— EXERCISE OBJECTIVE —
Search the entries for the word "Mobil" and pull out each line that has it.

— DATA TO USE —
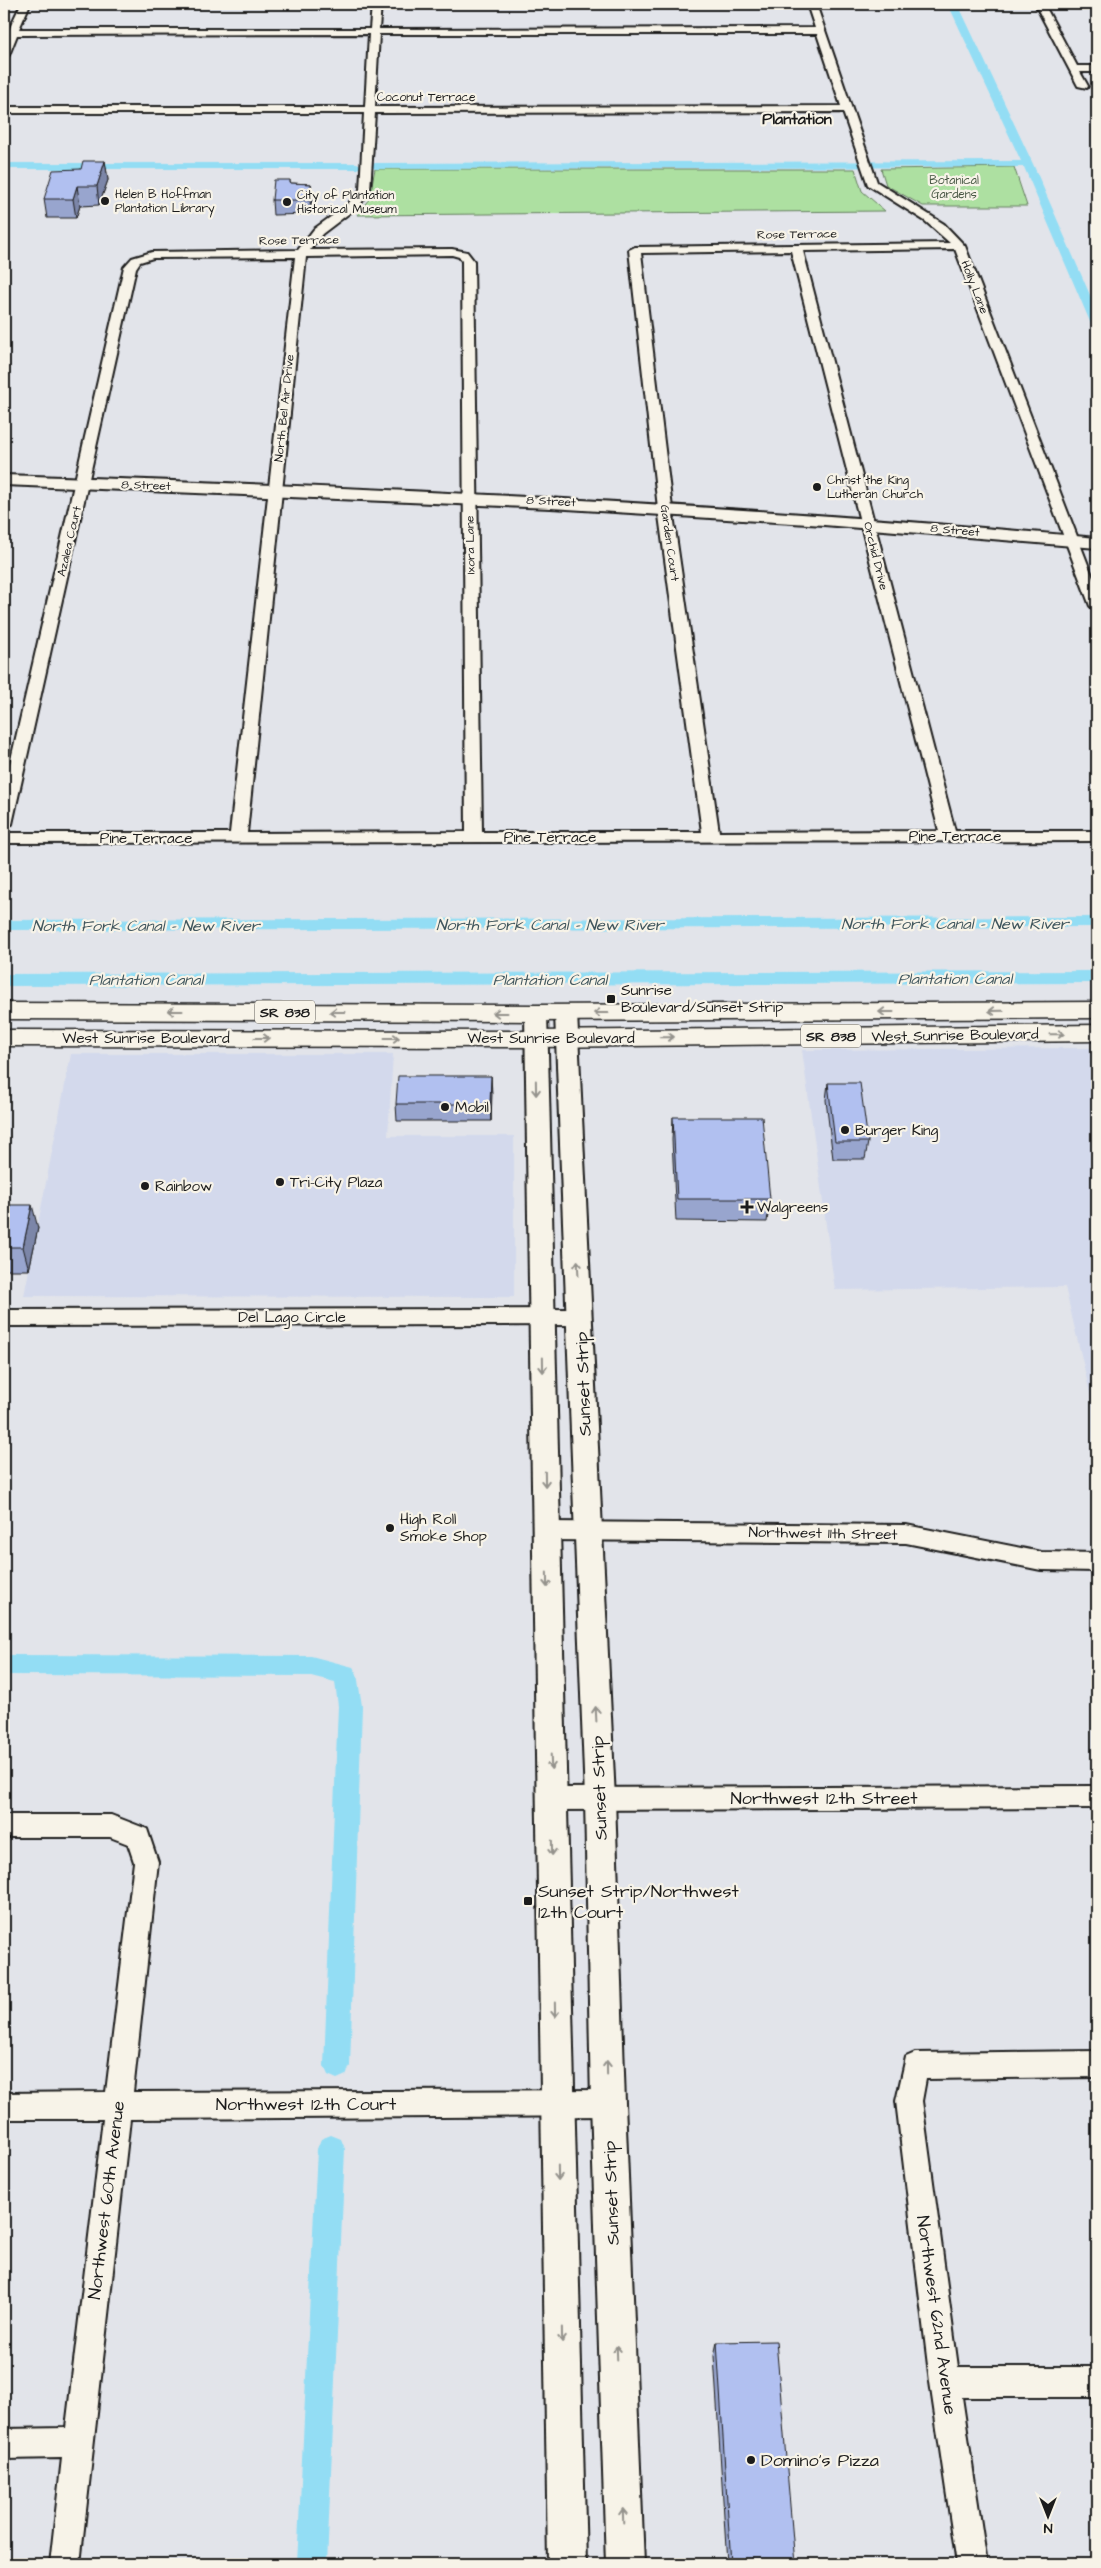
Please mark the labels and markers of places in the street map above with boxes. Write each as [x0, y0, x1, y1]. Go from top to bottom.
place label: Helen B Hoffman Plantation Library [115, 186, 215, 218]
place label: City of Plantation Historical Museum [297, 187, 397, 218]
marker: Helen B Hoffman Plantation Library [99, 195, 111, 207]
marker: City of Plantation Historical Museum [281, 196, 293, 208]
place label: Christ the King Lutheran Church [827, 472, 923, 503]
marker: Christ the King Lutheran Church [811, 481, 823, 493]
place label: Sunrise Boulevard/Sunset Strip [621, 980, 783, 1018]
marker: Sunrise Boulevard/Sunset Strip [605, 993, 617, 1005]
place label: Mobil [455, 1097, 489, 1118]
marker: Mobil [439, 1101, 451, 1113]
place label: Burger King [855, 1120, 939, 1142]
marker: Burger King [839, 1124, 851, 1136]
place label: Tri-City Plaza [290, 1172, 383, 1194]
place label: Rainbow [155, 1176, 212, 1197]
marker: Tri-City Plaza [274, 1176, 286, 1188]
marker: Rainbow [139, 1180, 151, 1192]
place label: Walgreens [757, 1197, 829, 1219]
marker: Walgreens [741, 1201, 753, 1213]
place label: High Roll Smoke Shop [400, 1509, 487, 1547]
marker: High Roll Smoke Shop [384, 1522, 396, 1534]
place label: Sunset Strip/Northwest 12th Court [538, 1879, 740, 1925]
marker: Sunset Strip/Northwest 12th Court [522, 1895, 534, 1907]
place label: Domino's Pizza [761, 2448, 879, 2473]
marker: Domino's Pizza [745, 2454, 757, 2466]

— EXERCISE SOLUTION —
place label: Mobil [455, 1097, 489, 1118]
marker: Mobil [439, 1101, 451, 1113]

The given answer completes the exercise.